When we first moved to Ave Maria, Florida, my oldest was six. We immediately made friends with a family across the street whose children were similar ages. When we were at their house one day, my friend Anna told her 6-year-old to sweep up some crumbs.

I was astonished. “He can sweep?” I asked incredulously. “Of course!” Anna replied. “Can’t Sienna?”

No, she could not. But she quickly learned, and I was permanently liberated from that most hated task.

Since then, I’ve gotten much better about teaching my children how to do household chores. It has the dual benefit of lightening my load and teaching them responsibility. But I’ve long struggled with what chores to teach them, and when.

Luckily, The Flanders Family has a free chart that shows age-appropriate chores for children, and you can print it out from their website. Behold:

Pretty cool, huh? Although some of these chores are not on our household radar (like carrying firewood because, Florida) I’ve found this to be a fairly accurate estimation of my own kids’ abilities.

One of my favorite 2- to 3-year-old chores is having them clean the baseboards. It’s a task perfectly suited to their height and hand-eye coordination, and while they don’t always do a fabulous job, it’s still more attention to the baseboards than they usually get.

Additionally, I have found certain chores that aren’t on this list to be particularly suited to certain ages and personality types. I’m terrible at organization — I love to have clean counters, but the drawers and cabinets look like a tornado hit them.

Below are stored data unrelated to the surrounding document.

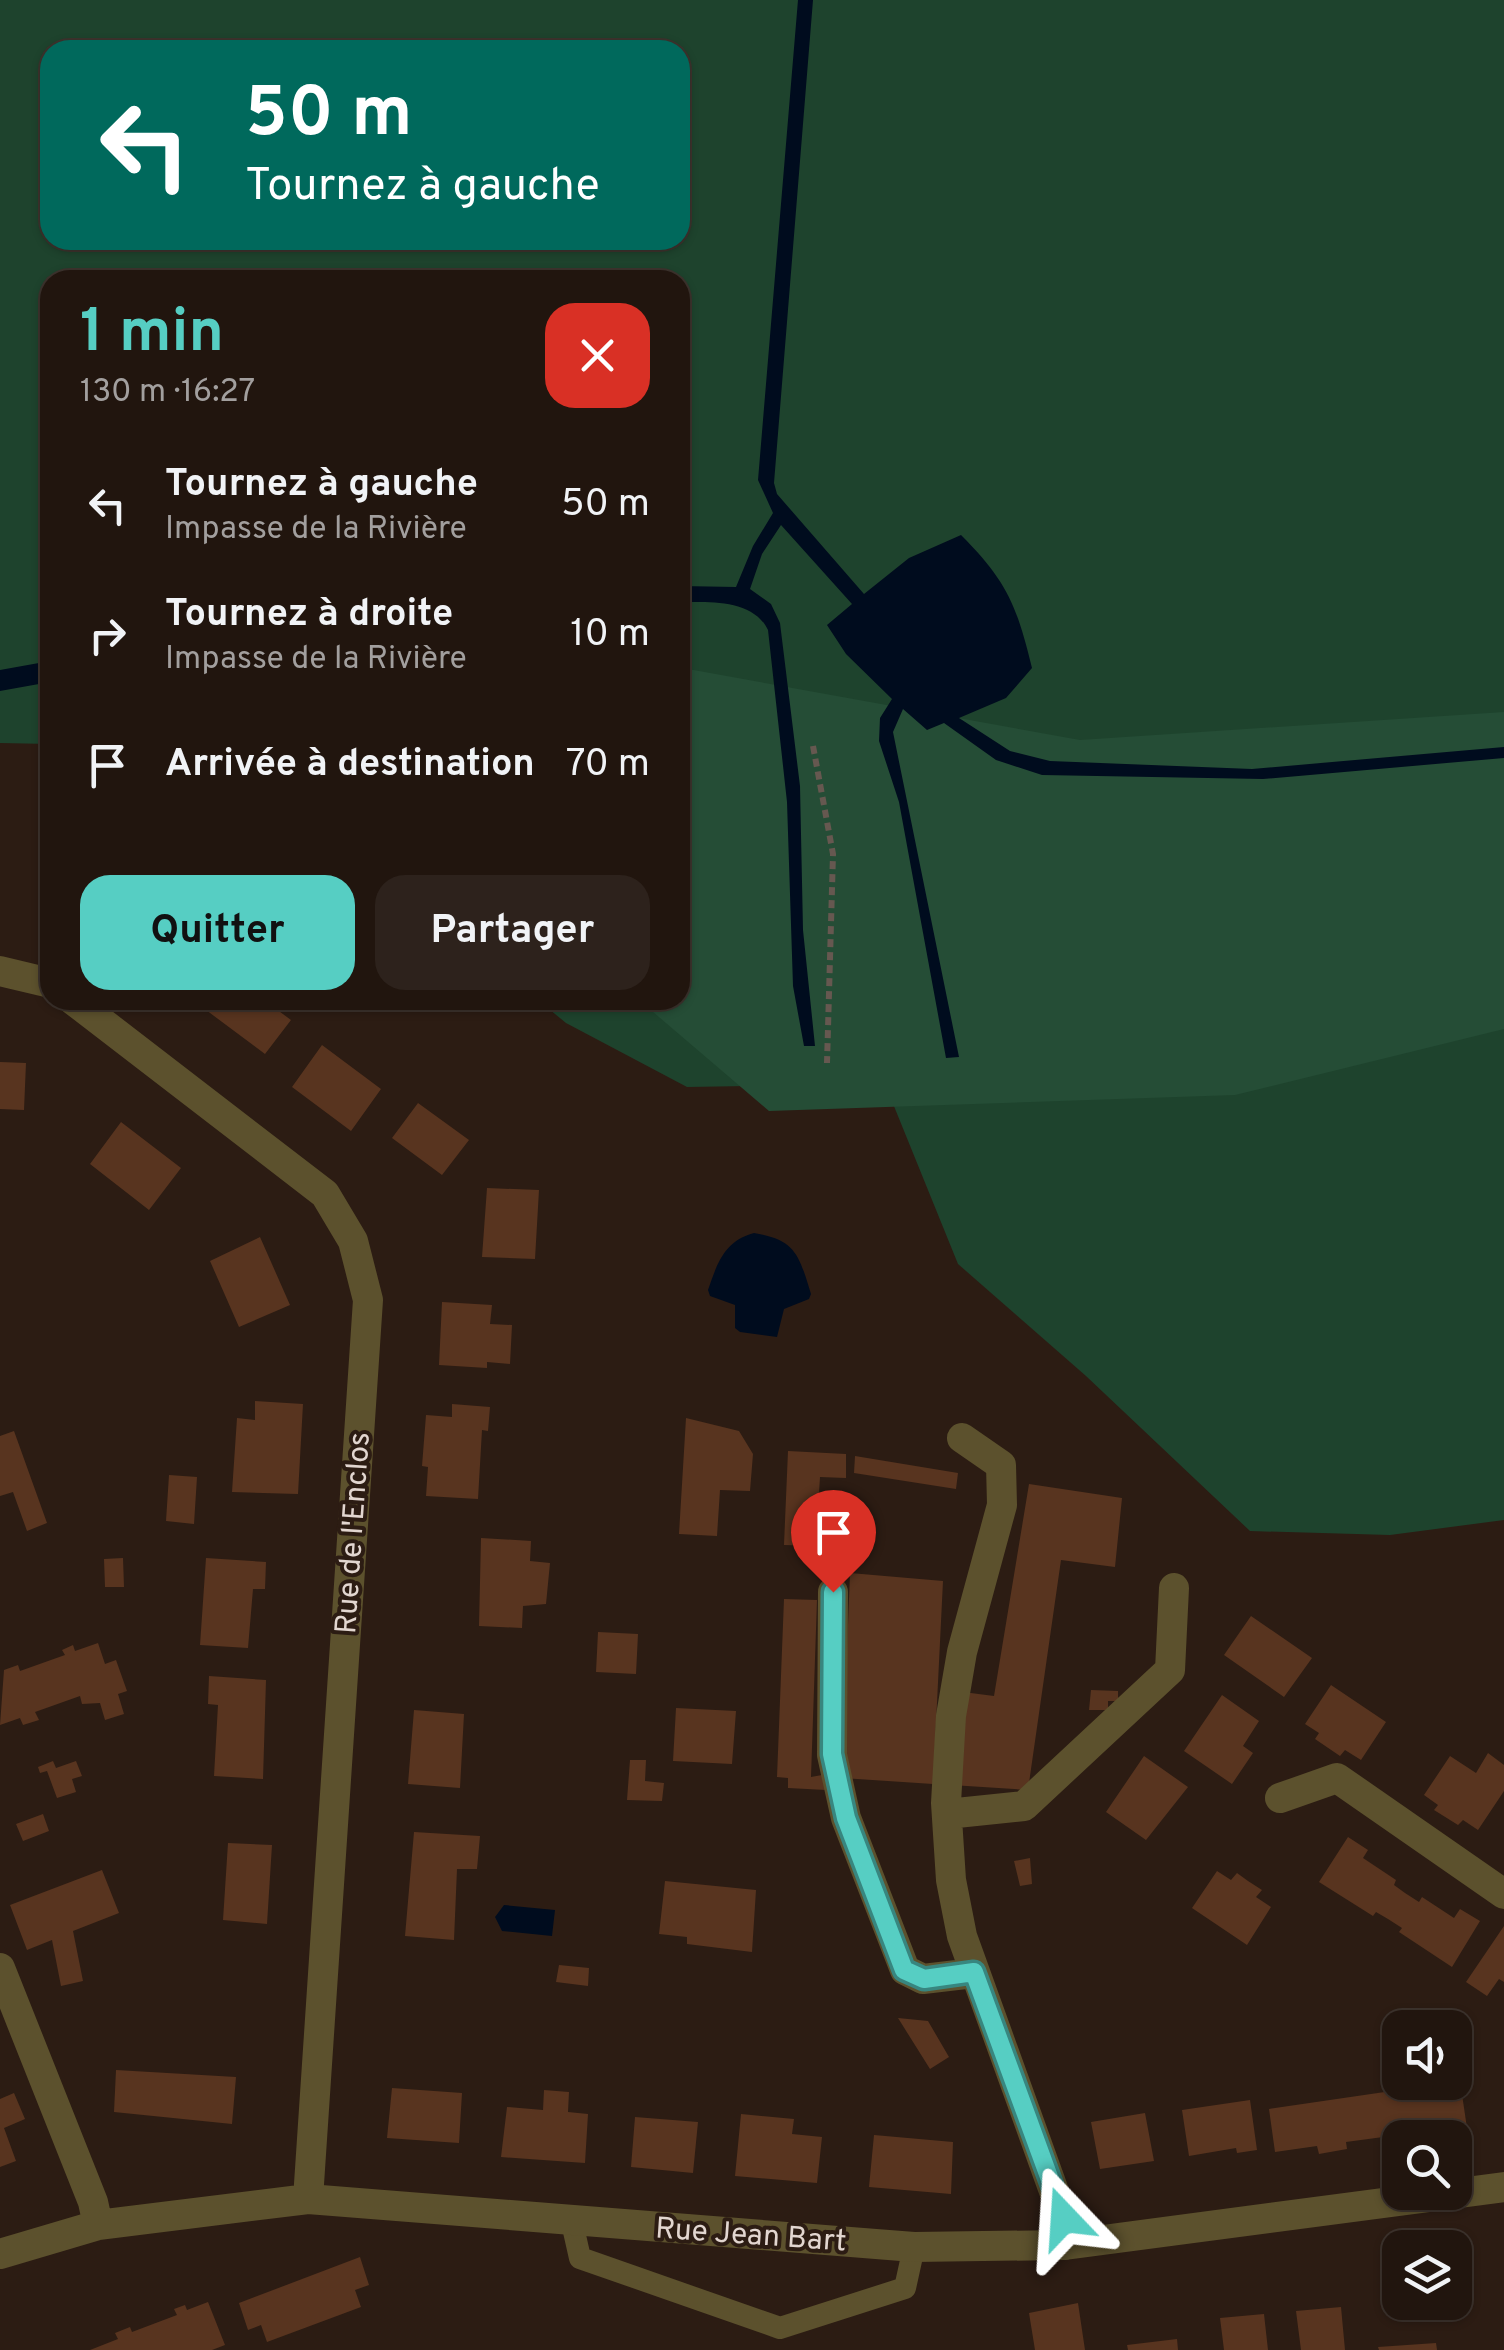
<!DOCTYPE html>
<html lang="fr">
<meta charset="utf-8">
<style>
body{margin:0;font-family:Overpass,sans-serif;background:#2d221c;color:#f1f3f6;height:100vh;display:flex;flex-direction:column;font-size:38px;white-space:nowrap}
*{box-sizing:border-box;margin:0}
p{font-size:32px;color:#a29f9e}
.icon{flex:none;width:55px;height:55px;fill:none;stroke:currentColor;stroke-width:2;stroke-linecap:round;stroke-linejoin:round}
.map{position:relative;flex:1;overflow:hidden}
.sheet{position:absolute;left:40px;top:270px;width:650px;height:740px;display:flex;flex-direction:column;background:#21150e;border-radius:30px;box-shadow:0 2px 8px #0004,0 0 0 2px #3e342e}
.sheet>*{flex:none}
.banner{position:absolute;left:40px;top:40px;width:650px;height:210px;border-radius:30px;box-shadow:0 2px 8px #0004,0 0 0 2px #3e342e;background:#00695c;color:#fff;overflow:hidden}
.tools{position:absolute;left:1382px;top:2010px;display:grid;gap:20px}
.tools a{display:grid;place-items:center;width:90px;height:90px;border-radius:20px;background:#21150e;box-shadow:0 2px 8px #0004,0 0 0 2px #3e342e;font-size:50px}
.pin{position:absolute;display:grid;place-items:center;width:85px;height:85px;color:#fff;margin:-102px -42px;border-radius:50% 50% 50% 0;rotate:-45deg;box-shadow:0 0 10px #0007}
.pin .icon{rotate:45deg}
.me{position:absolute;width:110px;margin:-55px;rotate:340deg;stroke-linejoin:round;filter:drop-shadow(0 0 8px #0008)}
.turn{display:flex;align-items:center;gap:35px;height:210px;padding:0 40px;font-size:45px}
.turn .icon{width:130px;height:130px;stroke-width:2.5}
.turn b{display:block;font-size:70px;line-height:85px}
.round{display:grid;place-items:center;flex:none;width:105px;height:105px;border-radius:30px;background:#2d221c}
.overview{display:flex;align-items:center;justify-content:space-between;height:170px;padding:0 40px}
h1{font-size:60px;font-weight:700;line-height:75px;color:#56cec3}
.action{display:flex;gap:20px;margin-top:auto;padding:20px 40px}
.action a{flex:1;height:115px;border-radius:30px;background:#56cec3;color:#111;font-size:40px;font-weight:700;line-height:115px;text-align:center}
.action a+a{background:#2d221c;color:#f1f3f6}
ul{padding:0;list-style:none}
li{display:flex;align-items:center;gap:30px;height:130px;padding:0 40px}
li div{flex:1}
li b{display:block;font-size:38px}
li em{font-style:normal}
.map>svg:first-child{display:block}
.green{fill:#1e432d;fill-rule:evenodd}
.forest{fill:#254d36}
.water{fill:#000c1e}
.building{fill:#58341f}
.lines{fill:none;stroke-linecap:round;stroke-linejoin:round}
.path{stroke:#665850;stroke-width:6;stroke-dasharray:8 5;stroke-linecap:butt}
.lane{stroke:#5c512d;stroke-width:22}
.street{stroke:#5c512d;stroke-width:30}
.route-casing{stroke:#38867f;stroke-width:25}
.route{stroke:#56cec3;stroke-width:18}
.labels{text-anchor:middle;stroke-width:8;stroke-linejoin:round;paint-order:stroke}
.street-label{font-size:30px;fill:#e2d6d0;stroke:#2c1c13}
</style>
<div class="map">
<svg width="1504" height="2350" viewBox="0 0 1504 2350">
<rect width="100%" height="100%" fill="#2c1c13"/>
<path class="green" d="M0,0H1504V1520L1390,1535L1250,1531L1086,1376L958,1264L885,1084L687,1087L566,1023L538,1000H680V280H50V744L0,743ZM50,50H680V240H50Z"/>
<path class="forest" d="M688,669L1080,740L1504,712V1029L1235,1095L769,1111L639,1000H680V682Z"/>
<path class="water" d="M798,0H813L774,483L777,494L864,594L909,558L961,535C1007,581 1017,606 1032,668L1006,698L959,718L1010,751L1050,761L1252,769L1504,747V758L1263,779L1042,775L996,760L944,723L927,730L903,709L893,732L959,1057L946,1058L899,802L879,741L880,718L892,699L846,654L827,625L852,604L781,525L762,554L750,589L771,604L780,623L800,786L803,930L815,1046H804L793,986L787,802L768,630C753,599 710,602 680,602V586L736,587L753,546L773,513L758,480Z
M50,661V682L0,691V670Z
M754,1233C796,1240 799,1255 811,1294L809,1299L784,1309L777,1337L740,1332L735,1328V1305L710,1296L708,1290C717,1264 724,1241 754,1233Z
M504,1905L555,1910L552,1936L502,1931L495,1917Z"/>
<path class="building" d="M214,1000H264L291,1020L265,1054L206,1010Z
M322,1045L381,1089L351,1131L292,1087Z
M0,1062L26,1063L24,1110L0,1109Z
M418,1103L469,1140L442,1175L392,1138Z
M121,1122L181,1168L149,1210L90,1164Z
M487,1188L539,1190L535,1259L482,1257Z
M260,1237L290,1305L239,1327L210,1261Z
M442,1302L492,1305L490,1324L512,1325L510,1364L487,1362V1368L439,1365Z
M255,1401L303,1404L298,1494L232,1492L237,1418L255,1420Z
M452,1404L490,1407L488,1431L482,1430L478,1499L426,1496L428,1467L422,1466L426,1415L452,1417Z
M686,1418L739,1431L753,1454L750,1491L720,1490L717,1536L679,1534Z
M14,1431L47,1523L27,1531L13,1492L0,1496V1436Z
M788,1451L846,1454V1478L820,1477L818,1509L829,1518V1528H852L850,1573L815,1546L784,1545Z
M855,1456L958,1473L956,1489L854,1473Z
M169,1475L197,1477L194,1524L166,1521Z
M1029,1484L1122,1498L1115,1567L1061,1560L1028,1790L951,1785L963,1692L994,1696Z
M481,1538L531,1541L530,1561L550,1563L546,1604L523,1606L522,1628L479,1626Z
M123,1558L124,1587H105L104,1559Z
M206,1558L266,1562L265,1589H253L248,1648L200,1645Z
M850,1573L943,1581L933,1784L842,1778Z
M784,1599L817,1600L811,1777L822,1775L826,1790L788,1788V1778L777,1777Z
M1251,1616L1312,1658L1284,1697L1224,1655Z
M598,1632L638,1634L636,1674L596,1672Z
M98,1643L105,1664L116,1660L127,1691L118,1694L124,1714L105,1720L100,1703L82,1704L80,1696L35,1712L39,1720L23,1725L20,1718L0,1725L4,1670L18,1665L20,1671L65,1655L62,1650L73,1645L75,1651Z
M209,1676L266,1680L263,1779L214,1776L218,1705L208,1704Z
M1331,1685L1386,1722L1361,1760L1345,1750L1340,1756L1315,1739L1319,1733L1305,1724Z
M1091,1690L1118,1691V1701H1108V1710H1089Z
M1222,1695L1259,1721L1243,1746L1253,1753L1232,1784L1184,1751Z
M676,1708L736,1711L732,1764L673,1761Z
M414,1710L464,1714L460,1788L408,1784Z
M1488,1753L1504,1765V1791L1478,1830L1463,1820L1458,1825L1434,1810L1438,1805L1424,1795L1450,1756L1476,1773Z
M1144,1756L1188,1787L1146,1840L1106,1812Z
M630,1760H646L645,1781L664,1783L662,1801L627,1800Z
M53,1761L56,1768L76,1761L82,1776L72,1779L76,1792L57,1798L47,1771L40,1773L38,1767Z
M43,1814L49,1831L23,1841L16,1824Z
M414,1832L480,1836L477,1869H457L454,1940L405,1936Z
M1348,1837L1368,1850L1363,1858L1396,1880L1394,1885L1405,1893L1419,1902L1422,1897L1454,1918L1460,1909L1480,1921L1452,1967L1399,1932L1402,1928L1388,1919L1376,1912L1373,1916L1319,1882Z
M228,1843L272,1845L267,1924L223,1920Z
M1030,1858L1032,1884L1020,1886L1014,1861Z
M102,1870L119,1913L73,1931L83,1981L61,1986L52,1940L27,1950L10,1905Z
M1217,1871L1231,1880L1237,1873L1248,1881L1262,1890L1256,1897L1271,1907L1247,1945L1192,1908Z
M665,1881L756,1890L752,1952L687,1944V1937L659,1934Z
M1504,1926V1982L1499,1979L1487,1996L1466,1982Z
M559,1965L589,1968L588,1986L556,1982Z
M898,2018L928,2021L949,2057L930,2069Z
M116,2070L236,2077L232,2124L114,2112Z
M1460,2081L1467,2128L1420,2138L1398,2135L1346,2142L1347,2149L1319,2154L1317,2146L1275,2152L1269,2109Z
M392,2088L462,2093L459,2143L387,2138Z
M544,2090L569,2092L568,2112L588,2114L585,2163L501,2157L507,2107L543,2110Z
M14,2093L25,2119L4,2128L16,2161L0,2167V2099Z
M1250,2100L1257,2150L1237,2153L1236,2148L1189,2156L1182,2110Z
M1145,2113L1154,2161L1100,2169L1091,2122Z
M741,2114L794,2119L792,2134L822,2137L817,2183L735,2176Z
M635,2117L698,2122L693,2173L631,2167Z
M874,2135L953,2142L951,2194L869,2187Z
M360,2257L369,2285L355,2290L361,2307L267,2342L261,2325L248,2330L239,2303Z
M208,2302L225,2345L212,2350H90L118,2339L115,2333L130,2327L132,2332L177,2315L174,2309L185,2305L187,2310Z
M1078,2303L1085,2350H1035L1029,2313Z
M1341,2307L1345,2350H1301L1296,2311Z
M1264,2314L1268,2350H1224L1220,2318Z
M1177,2339L1178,2350H1128L1127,2345Z
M1436,2343L1437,2350H1379L1378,2347Z"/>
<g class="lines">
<path class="path" d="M813,746L833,854L827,1063"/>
<path class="lane" d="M571,2218L580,2258L780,2328L905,2288L914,2247"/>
<path class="street" d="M0,971L50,983
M73,1000L325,1194L353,1241L368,1300L308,2199
M962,1438L1001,1465L1002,1505L962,1652L951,1716L946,1803L951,1880L962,1936L1064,2219L1065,2245
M833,1592L832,1755L846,1818L905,1970L923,1979L974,1973
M1280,1798L1337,1778L1504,1894
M947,1814L1024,1806L1170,1670L1174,1588
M0,1968L93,2202L98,2225
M0,2254L98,2225L308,2199L914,2247L1065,2245L1504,2187"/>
</g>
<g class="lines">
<g class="route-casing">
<path id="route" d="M833,1592L832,1754L846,1818L904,1970L924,1979L974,1972L1064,2218"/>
</g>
<use href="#route" class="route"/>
</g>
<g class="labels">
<g class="street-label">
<text transform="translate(352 1533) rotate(-86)" y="10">Rue de l'Enclos</text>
<text transform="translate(751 2234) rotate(4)" y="10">Rue Jean Bart</text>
</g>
</g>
</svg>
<div class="tools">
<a><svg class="icon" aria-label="sound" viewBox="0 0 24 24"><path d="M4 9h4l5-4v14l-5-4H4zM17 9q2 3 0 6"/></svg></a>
<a><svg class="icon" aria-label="search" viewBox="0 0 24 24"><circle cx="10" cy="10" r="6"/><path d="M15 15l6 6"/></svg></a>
<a><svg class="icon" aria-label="layers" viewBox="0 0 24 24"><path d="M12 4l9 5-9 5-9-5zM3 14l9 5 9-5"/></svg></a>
</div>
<div class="pin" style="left:833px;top:1592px;background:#d93025"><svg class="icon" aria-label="arrive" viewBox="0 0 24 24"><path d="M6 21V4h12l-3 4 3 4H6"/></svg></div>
<svg class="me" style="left:1064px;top:2218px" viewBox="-20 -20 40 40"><path d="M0-17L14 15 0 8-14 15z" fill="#56cec3" stroke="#fff" stroke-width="4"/></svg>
<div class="banner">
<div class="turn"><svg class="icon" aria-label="left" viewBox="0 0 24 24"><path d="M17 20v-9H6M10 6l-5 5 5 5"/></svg><div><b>50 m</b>Tournez à gauche</div></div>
</div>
<section class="sheet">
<div class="overview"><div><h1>1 min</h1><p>130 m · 16:27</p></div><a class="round" style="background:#d93025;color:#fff"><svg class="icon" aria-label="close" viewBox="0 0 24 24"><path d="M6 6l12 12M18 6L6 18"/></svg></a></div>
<ul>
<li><svg class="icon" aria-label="left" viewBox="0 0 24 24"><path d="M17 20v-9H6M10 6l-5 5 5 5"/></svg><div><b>Tournez à gauche</b><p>Impasse de la Rivière</p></div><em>50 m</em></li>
<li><svg class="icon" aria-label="right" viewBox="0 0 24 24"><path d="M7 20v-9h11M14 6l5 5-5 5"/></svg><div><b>Tournez à droite</b><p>Impasse de la Rivière</p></div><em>10 m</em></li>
<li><svg class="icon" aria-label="arrive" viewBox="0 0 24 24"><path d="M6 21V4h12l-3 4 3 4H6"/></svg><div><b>Arrivée à destination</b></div><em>70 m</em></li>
</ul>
<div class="action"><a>Quitter</a><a>Partager</a></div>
</section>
</div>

My 11-year-old really likes organizing, and often takes it upon herself to organize a certain cabinet or drawer. I considered that an age-appropriate task for 10- to 11-year-olds until my 6-year-old, who is highly organized, surprised me by reorganizing the pantry one day.

They both did great jobs and were clearly proud of their contribution. The only downside is that they turned into little nazis when something was put back in the wrong place (usually by yours truly), but that kept the organization going a little longer than normal.

This chore chart is definitely a great baseline, but you’ll probably end up customizing it to your family’s particular needs and dynamics. And although it does take significantly longer to teach a child to do a task than to do it yourself, it’s time well invested. Eventually you’ll be able to go run errands on a Saturday and come back to find the chores all done, and done well.

And that, my friends, is truly liberation.